◆ Task prompt: Only the lines below starting at the one that contains "function stroke(path, color, width, dash)" and ending at the one that contains "g.font = font" are to be reproduced, exactly and with both ends kept.

Dataset entries
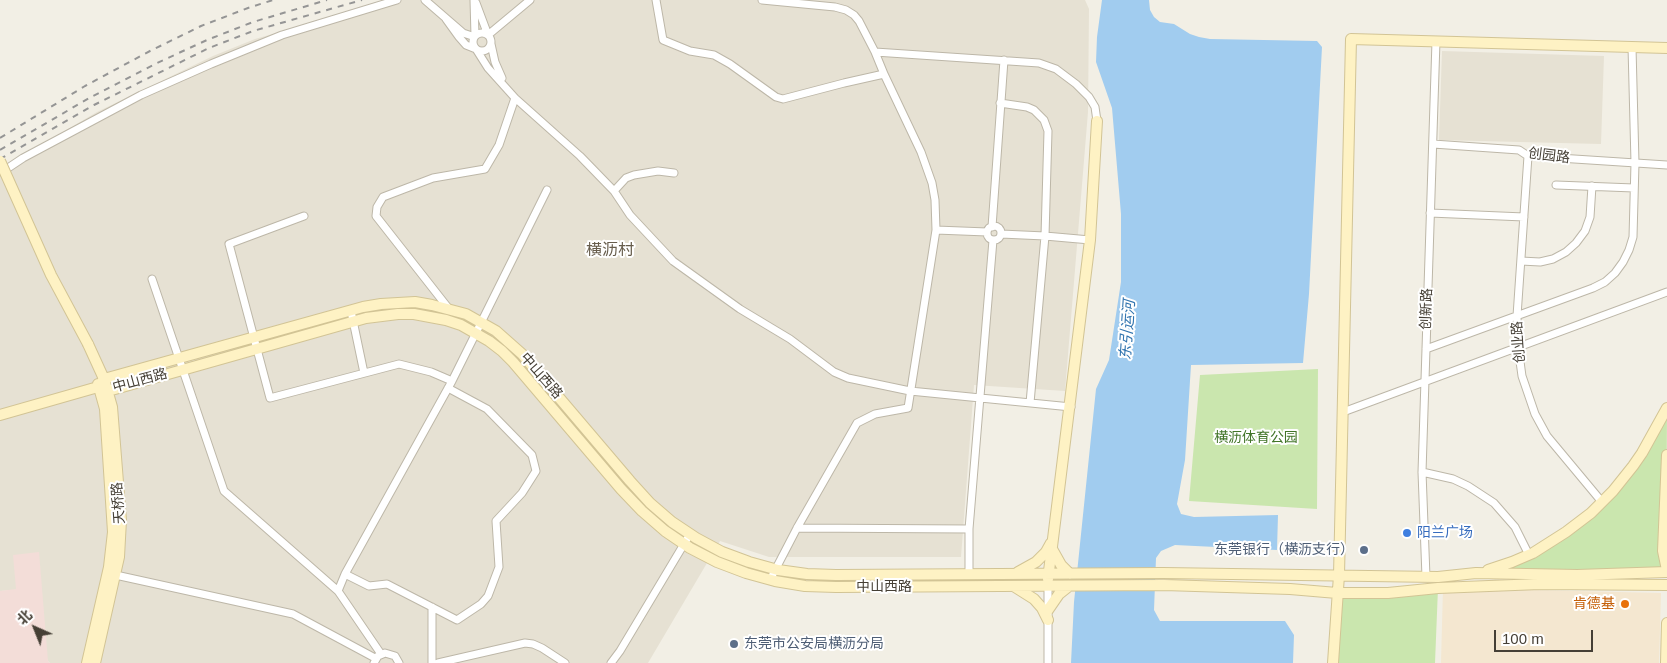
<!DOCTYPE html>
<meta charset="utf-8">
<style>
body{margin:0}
#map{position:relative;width:1667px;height:663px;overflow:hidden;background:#f2efe5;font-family:Arial,"Noto Sans SC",sans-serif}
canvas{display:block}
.north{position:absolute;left:10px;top:603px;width:50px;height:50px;-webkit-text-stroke:4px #fff;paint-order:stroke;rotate:316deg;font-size:14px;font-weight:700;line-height:20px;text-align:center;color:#453f35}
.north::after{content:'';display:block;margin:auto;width:18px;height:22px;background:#453f35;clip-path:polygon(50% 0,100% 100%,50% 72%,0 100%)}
.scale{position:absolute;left:1494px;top:630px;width:99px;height:22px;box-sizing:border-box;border:2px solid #453f35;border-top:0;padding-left:6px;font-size:15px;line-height:18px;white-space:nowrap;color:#453f35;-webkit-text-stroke:4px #fff;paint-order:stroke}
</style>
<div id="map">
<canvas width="1667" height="663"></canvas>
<div class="north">北</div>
<div class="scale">100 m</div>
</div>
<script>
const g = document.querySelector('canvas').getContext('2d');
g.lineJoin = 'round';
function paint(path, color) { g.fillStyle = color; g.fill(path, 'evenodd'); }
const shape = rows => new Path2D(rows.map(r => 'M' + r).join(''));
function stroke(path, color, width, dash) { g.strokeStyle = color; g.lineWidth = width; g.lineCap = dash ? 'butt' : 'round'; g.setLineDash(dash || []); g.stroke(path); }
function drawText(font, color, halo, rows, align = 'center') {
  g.font = font + ' Arial,"Noto Sans SC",sans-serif'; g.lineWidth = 4; g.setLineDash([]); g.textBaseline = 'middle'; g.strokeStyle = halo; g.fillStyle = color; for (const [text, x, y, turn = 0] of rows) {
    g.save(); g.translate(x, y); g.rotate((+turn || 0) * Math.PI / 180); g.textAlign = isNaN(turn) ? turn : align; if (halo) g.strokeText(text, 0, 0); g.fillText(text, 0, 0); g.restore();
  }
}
const residential = shape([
 [393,0,1085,0,1089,9,1088,112,1065,391,974,385,961,557,769,557,720,541,648,663,50,663,48,661,16,590,0,591,0,169,97,112,213,56,255,39],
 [1442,51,1604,56,1601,144,1439,140]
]);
const commercial = shape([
 [1443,588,1661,593,1659,663,1441,663]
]);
const medical = shape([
 [39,552,48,661,50,663,0,663,0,591,16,589,13,555]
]);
const green = shape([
 [1318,369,1317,509,1189,501,1200,375],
 [1667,408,1666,572,1476,573,1529,555,1613,491],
 [1438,588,1435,663,1333,663,1337,593]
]);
const water = shape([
 [1102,0,1149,0,1150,10,1154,17,1160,22,1174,24,1190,34,1199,37,1210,39,1317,41,1322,47,1309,294,1303,363,1191,365,1185,460,1177,504,1181,514,1194,517,1278,515,1277,550,1175,545,1161,551,1156,558,1154,610,1160,621,1285,621,1294,635,1293,663,1071,663,1074,602,1096,389,1109,360,1121,282,1121,214,1112,108,1096,62,1097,37]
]);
const street = shape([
 [425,0,463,33,472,36,475,36,474,0],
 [656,0,663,40,690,51,714,55,730,64,776,97,783,99,844,83,884,74,875,52],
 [762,0,835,7,846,10,854,15,859,21,875,52,1039,63,1056,69,1076,84,1089,97,1095,107,1097,121],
 [476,3,488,35,530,0],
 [446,19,459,37,466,45,476,49,488,68,515,98,580,156,614,191,630,215,673,261,740,309,790,339,834,372,848,378,910,391,1071,407],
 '473 42a9 9 0 1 1 18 0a9 9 0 1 1-18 0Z',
 [491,44,495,62,502,78],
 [1000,103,1027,107,1034,110,1044,120,1048,131,1045,236,1030,403],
 [1433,144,1519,150,1528,156,1667,165],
 [1528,156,1517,316,1518,347,1522,376,1535,414,1547,436,1602,502],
 [2,172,23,158,141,95,211,64,282,35,397,0],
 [1556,185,1634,188],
 [614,191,626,178,634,175,658,171,674,173],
 [1430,213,1524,217],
 [304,216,229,244,270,398,399,364,431,372,452,381],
 '987 233a7 7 0 1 1 14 0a7 7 0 1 1-14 0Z',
 [992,227,1004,60],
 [936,230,987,232],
 [1001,234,1045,236,1090,240],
 [1521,261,1540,262,1553,259,1566,252,1576,243,1585,231,1590,217,1592,186],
 [152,279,224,491,338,591,381,654],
 [449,309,376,216,377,207,383,197,433,178,485,169,499,145,515,98],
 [351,311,364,373],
 [1426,349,1593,288,1605,282,1615,273,1623,262,1629,250,1633,237,1635,163,1632,47],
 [1343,412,1667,292],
 [1422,472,1453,479,1468,486,1494,503,1515,527,1529,555],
 [797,528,969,529],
 [111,574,293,614,375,658],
 [345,574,369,586,387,584,457,620,481,604,488,596,499,567,496,521,522,493,536,471,532,455,487,409,448,388],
 [969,574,969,529,993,240],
 [1426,577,1422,472,1436,41],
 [770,580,797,528,857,423,875,414,908,408,936,230,935,200,932,183,921,152,884,74],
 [338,591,345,574,452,381,547,190],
 [374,663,378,656,385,653,395,656,399,663],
 [432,663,432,607],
 [438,663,525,643,533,644,542,648,565,663],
 [611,663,620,651,690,534],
 [1048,663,1048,585]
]);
const secondary = shape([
 [88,344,104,379,112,407,121,520,119,557,95,663],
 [98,387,104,379,363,307,381,304,415,302,432,305,466,314,496,331,522,354,630,481,650,503,672,522,696,538,722,552,749,562,778,570,807,574,836,575,1163,573,1438,577,1476,573,1577,575,1667,572],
 [98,387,108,391,366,318,398,314,414,314,446,320,461,325,489,341,502,351,513,362,621,489,642,511,665,531,690,548,717,562,746,573,775,581,805,586,836,587,1164,585,1290,589,1337,593,1388,593,1438,588,1540,584,1667,585],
 [0,415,98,387],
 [1667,455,1663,551,1667,570],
 [1052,549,1061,565,1070,574],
 [1488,570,1512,562,1533,553,1566,532,1591,513,1613,491,1633,466,1642,453,1667,408],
 [1018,572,1036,562,1046,552,1051,543],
 [1048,579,1090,240,1097,121],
 [1015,587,1034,599,1042,608,1048,620],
 [1048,610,1059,594,1069,586],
 [87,663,109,567,113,532,105,409,98,384],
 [1333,663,1339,575,1351,39,1667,48],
 [1666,663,1667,623]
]);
const rail = shape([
 [0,138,85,86,150,51,201,26,248,8,273,0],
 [0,150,91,97,157,63,207,40,253,22,327,0],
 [0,159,94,105,209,48,253,31,362,0]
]);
const secondaryBridge = shape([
 [0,161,51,275,88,344]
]);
const markers = [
 [1407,533,5,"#3f7fe0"],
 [1364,550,5,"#5c6f8a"],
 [1625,604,5,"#e8710a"],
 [734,644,5,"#5c6f8a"]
];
const streetNames = [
 ["创园路",1549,156,7],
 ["创新路",1427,309,-88],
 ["创业路",1519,342,-94],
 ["中山西路",541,376,49],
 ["中山西路",140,381,-15],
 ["天桥路",119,503,-94],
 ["中山西路",884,587]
];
const parkNames = [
 ["横沥体育公园",1256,438]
];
const shopNames = [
 ["阳兰广场",1417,533]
];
const serviceNames = [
 ["东莞银行（横沥支行）",1354,550],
 ["东莞市公安局横沥分局",744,644,"left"]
];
const foodNames = [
 ["肯德基",1615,604]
];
const waterNames = [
 ["东引运河",1128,330,-86]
];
const quarterNames = [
 ["横沥村",610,251]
];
paint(residential, '#e6e1d3');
paint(commercial, '#f4e7d0');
paint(medical, '#f3ddd8');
paint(green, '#cae6ae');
paint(water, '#a1ccef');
stroke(street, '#bdb7a8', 9);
stroke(secondary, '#d2c495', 12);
stroke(street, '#fff', 7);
stroke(secondary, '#fef2c4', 10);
stroke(rail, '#959595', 2, [6, 6]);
stroke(secondaryBridge, '#d2c495', 12, []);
stroke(secondaryBridge, '#fef2c4', 10);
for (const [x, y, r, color] of markers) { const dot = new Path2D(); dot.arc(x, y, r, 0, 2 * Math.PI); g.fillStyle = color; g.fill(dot); stroke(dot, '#fff', 2); }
drawText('14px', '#453f35', '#fff', streetNames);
drawText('14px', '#427529', '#fff', parkNames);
drawText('14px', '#366cbe', '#fff', shopNames, 'left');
drawText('14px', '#4e5e75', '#fff', serviceNames, 'right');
drawText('14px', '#c56008', '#fff', foodNames, 'right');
drawText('italic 15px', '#3073ae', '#fff', waterNames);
drawText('16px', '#675d4c', '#fff', quarterNames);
</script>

◆ Result of this exercise:
function stroke(path, color, width, dash) { g.strokeStyle = color; g.lineWidth = width; g.lineCap = dash ? 'butt' : 'round'; g.setLineDash(dash || []); g.stroke(path); }
function drawText(font, color, halo, rows, align = 'center') {
  g.font = font + ' Arial,"Noto Sans SC",sans-serif'; g.lineWidth = 4; g.setLineDash([]); g.textBaseline = 'middle'; g.strokeStyle = halo; g.fillStyle = color; for (const [text, x, y, turn = 0] of rows) {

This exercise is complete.